Benchmarking of the GPUs
The second part of the DGX A100 testing consisted of the validation of the GPU computing performance, in particular when multiple GPUs are involved in the computation.
Multi-GPU Performance Benchmarking
As a follow-up of our previous work on benchmarking a single A100, we continued with the MLPerf 0.7 SSD training benchmark, from the PyTorch implementation submitted by NVIDIA. The benchmark was running against the Coco 2017 benchmark.
We ran the benchmark with 1, 2, 3, … or 8 GPUs working together on the benchmark, with GPU peer-to-peer communication done with the NVIDIA NCCL library.

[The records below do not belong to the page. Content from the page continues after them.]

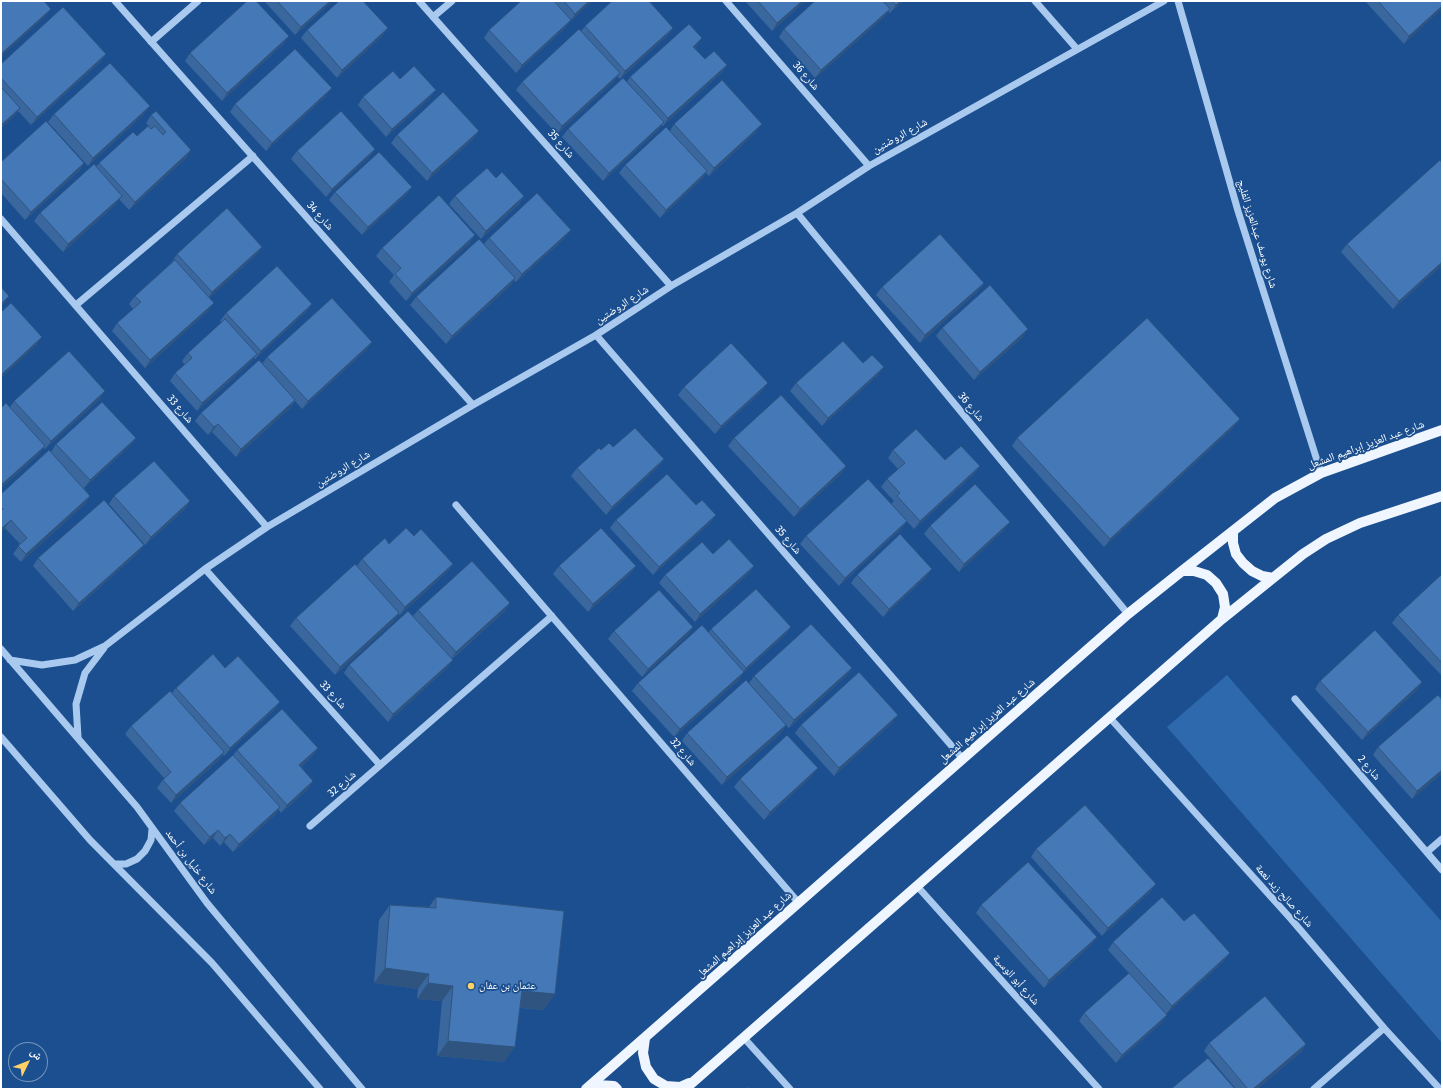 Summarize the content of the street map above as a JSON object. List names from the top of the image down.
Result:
{
  "streets": {
    "main road": ["شارع عبد العزيز إبراهيم المشعل"],
    "street": [
      "شارع 36",
      "شارع الروضتين",
      "شارع 35",
      "شارع 34",
      "شارع يوسف عبدالعزيز الفليج",
      "شارع 33",
      "شارع 32",
      "شارع 2",
      "شارع خليل بن أحمد",
      "شارع صالح زيد نعمة",
      "شارع أبو الوسية"
    ]
  },
  "crossings": [
    ["شارع 36", "شارع الروضتين"],
    ["شارع 36", "شارع عبد العزيز إبراهيم المشعل"],
    ["شارع الروضتين", "شارع 35"],
    ["شارع الروضتين", "شارع 34"],
    ["شارع الروضتين", "شارع 33"],
    ["شارع الروضتين", "شارع خليل بن أحمد"],
    ["شارع 35", "شارع عبد العزيز إبراهيم المشعل"],
    ["شارع يوسف عبدالعزيز الفليج", "شارع عبد العزيز إبراهيم المشعل"],
    ["شارع 33", "شارع 32"],
    ["شارع عبد العزيز إبراهيم المشعل", "شارع 32"]
  ],
  "places": ["عثمان بن عفان"],
  "north": "top right"
}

We obtained the following results, which show very good scaling performance: the results (red line) are very close to the perfect scaling (blue dotted line).
GPU Parallel Execution Isolation Benchmarking
In the second part of the multi-GPU benchmarking, we wanted to understand how DGX A100 was able to run independent workloads on each of the GPUs. So we took the same benchmark configuration as in the multi-GPU case, but we launched 1, 2, … 8 Pods of the benchmark, all with one dedicated GPU. We used a shared directory to synchronize the beginning of the execution (i.e., wait for the right number of Pods to signal that they are ready).
In the plot below, we took the 1-GPU execution as a reference time (no parallelism) and compared it against the time it took for all the Pods to complete the benchmark. We can see that with up to 5 or 6 GPUs running currently, there is barely no slowdown, but it starts to increase with 7 or 8 GPUs. This is most likely due to the heavy data transfers between the disk, the main memory, and the GPU memory, for this particular workload.
Final Words
In this blog post, we presented how we performed the function validation of the OpenShift GPU Operator running on eight GPUs within DGX™ A100. We described the different MIG modes we tested, as well as the values of the node labels and Kubernetes resources exposed with these different settings. We also conducted a performance benchmark, involving the eight GPUs running simultaneously, either all training a single AI/ML model or all performing independent computations.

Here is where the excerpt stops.